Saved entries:
■ ■ ■

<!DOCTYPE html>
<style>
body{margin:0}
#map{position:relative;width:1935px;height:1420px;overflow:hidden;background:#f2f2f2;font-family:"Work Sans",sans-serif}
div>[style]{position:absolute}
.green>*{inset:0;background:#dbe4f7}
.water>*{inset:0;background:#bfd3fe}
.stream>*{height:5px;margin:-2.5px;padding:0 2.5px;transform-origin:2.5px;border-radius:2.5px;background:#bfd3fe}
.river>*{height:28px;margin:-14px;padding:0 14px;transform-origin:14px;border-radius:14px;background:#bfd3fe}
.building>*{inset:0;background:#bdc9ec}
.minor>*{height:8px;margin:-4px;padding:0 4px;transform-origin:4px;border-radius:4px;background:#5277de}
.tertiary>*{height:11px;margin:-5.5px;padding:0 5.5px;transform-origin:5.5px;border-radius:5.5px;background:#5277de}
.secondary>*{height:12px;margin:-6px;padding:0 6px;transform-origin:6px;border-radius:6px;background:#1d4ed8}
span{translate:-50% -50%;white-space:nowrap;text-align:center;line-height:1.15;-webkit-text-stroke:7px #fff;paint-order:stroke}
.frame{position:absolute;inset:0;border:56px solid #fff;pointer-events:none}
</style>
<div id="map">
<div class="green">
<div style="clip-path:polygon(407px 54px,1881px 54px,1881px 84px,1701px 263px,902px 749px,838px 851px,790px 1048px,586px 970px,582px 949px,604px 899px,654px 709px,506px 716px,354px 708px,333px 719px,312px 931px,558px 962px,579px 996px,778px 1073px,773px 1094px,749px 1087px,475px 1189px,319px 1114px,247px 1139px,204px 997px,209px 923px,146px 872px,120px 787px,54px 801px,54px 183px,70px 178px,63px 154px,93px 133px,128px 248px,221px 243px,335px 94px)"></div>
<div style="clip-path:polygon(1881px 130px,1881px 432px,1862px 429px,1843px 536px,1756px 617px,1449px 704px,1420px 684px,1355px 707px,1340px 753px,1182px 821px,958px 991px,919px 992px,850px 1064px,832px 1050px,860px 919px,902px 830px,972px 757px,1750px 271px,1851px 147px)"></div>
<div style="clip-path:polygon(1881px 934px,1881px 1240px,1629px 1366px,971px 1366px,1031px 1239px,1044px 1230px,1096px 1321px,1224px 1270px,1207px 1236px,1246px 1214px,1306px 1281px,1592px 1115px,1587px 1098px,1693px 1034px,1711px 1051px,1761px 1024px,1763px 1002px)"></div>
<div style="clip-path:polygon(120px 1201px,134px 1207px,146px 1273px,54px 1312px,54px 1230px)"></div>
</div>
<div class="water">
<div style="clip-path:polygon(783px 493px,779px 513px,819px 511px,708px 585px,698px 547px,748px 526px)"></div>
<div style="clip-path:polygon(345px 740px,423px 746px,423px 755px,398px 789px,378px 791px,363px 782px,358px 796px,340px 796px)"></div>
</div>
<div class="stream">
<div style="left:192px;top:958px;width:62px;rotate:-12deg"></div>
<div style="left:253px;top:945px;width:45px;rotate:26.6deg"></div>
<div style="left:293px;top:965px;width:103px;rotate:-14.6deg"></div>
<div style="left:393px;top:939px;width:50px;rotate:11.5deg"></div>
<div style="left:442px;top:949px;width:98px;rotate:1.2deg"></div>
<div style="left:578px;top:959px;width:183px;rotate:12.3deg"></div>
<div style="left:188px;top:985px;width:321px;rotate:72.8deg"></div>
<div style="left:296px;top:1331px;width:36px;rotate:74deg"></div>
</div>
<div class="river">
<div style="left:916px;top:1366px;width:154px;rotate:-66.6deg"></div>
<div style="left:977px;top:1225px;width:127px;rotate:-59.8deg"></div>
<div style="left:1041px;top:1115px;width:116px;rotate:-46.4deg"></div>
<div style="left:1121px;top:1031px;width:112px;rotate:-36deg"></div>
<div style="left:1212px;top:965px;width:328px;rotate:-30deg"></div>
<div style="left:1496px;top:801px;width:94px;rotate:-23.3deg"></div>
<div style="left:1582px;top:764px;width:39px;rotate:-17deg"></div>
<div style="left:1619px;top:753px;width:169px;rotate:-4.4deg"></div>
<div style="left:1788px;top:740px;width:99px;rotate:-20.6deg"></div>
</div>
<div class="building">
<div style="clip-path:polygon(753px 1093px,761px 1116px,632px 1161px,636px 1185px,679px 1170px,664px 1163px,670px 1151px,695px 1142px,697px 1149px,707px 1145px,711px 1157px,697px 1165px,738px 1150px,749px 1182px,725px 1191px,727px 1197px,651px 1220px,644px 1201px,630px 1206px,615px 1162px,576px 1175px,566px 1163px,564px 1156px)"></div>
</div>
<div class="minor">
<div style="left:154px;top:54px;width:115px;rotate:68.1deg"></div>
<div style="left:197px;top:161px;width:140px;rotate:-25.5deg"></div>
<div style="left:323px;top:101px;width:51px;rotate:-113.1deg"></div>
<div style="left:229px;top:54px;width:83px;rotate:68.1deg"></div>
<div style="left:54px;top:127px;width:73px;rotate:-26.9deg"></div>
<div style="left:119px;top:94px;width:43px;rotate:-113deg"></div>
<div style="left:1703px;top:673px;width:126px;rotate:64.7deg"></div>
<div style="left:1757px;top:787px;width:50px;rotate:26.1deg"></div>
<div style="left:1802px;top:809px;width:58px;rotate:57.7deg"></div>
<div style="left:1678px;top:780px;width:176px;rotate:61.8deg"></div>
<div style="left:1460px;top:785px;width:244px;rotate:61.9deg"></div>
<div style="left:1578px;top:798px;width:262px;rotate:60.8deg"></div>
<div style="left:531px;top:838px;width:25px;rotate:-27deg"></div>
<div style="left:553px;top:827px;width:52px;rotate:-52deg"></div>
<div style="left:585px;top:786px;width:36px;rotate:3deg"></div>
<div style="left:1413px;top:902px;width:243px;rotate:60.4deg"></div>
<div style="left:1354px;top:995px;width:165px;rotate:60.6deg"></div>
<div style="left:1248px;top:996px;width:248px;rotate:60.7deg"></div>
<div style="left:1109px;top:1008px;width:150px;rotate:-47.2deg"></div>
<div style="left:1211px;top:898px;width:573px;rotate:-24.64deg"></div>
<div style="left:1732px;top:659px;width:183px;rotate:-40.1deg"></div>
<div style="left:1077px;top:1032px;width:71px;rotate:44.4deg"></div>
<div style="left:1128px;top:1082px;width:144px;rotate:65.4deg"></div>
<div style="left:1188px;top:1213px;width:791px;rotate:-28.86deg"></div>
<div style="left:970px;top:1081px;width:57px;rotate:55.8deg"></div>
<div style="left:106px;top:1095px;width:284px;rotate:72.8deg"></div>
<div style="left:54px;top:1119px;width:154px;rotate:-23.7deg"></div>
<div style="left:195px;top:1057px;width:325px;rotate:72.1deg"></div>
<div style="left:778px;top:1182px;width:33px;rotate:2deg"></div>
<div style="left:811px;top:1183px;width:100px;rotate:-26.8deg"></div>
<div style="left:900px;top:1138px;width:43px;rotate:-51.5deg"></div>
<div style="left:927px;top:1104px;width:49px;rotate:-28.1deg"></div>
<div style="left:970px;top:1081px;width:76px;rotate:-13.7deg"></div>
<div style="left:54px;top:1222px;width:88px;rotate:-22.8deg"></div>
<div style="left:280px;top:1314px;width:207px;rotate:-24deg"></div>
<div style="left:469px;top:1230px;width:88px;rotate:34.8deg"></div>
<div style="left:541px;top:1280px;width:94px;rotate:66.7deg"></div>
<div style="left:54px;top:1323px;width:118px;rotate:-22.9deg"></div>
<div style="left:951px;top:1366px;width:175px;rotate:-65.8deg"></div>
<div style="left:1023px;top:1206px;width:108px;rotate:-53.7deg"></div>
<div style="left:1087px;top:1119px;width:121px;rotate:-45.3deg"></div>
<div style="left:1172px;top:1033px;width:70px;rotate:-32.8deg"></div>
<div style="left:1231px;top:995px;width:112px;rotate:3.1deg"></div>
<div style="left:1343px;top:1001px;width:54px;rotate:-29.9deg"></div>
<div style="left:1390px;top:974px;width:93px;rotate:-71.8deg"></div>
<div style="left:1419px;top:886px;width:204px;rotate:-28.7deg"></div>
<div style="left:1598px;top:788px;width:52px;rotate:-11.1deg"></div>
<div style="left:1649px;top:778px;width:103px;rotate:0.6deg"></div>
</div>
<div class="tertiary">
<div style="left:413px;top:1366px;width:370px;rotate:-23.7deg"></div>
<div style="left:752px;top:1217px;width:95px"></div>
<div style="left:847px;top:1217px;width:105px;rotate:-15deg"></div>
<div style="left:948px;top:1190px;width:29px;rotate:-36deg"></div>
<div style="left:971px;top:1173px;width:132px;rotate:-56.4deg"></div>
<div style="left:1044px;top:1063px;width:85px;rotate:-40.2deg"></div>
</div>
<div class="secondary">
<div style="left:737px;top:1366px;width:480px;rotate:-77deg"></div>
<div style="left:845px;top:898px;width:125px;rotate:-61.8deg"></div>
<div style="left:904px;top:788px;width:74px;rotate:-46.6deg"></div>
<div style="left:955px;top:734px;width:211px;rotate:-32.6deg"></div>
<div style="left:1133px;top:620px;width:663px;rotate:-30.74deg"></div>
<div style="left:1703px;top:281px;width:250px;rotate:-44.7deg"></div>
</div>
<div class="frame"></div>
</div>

■ ■ ■

=== TASK ITEM ===
Lines holding "stream": copy each one from the records above.

=== ANSWER SECTION ===
.stream>*{height:5px;margin:-2.5px;padding:0 2.5px;transform-origin:2.5px;border-radius:2.5px;background:#bfd3fe}
<div class="stream">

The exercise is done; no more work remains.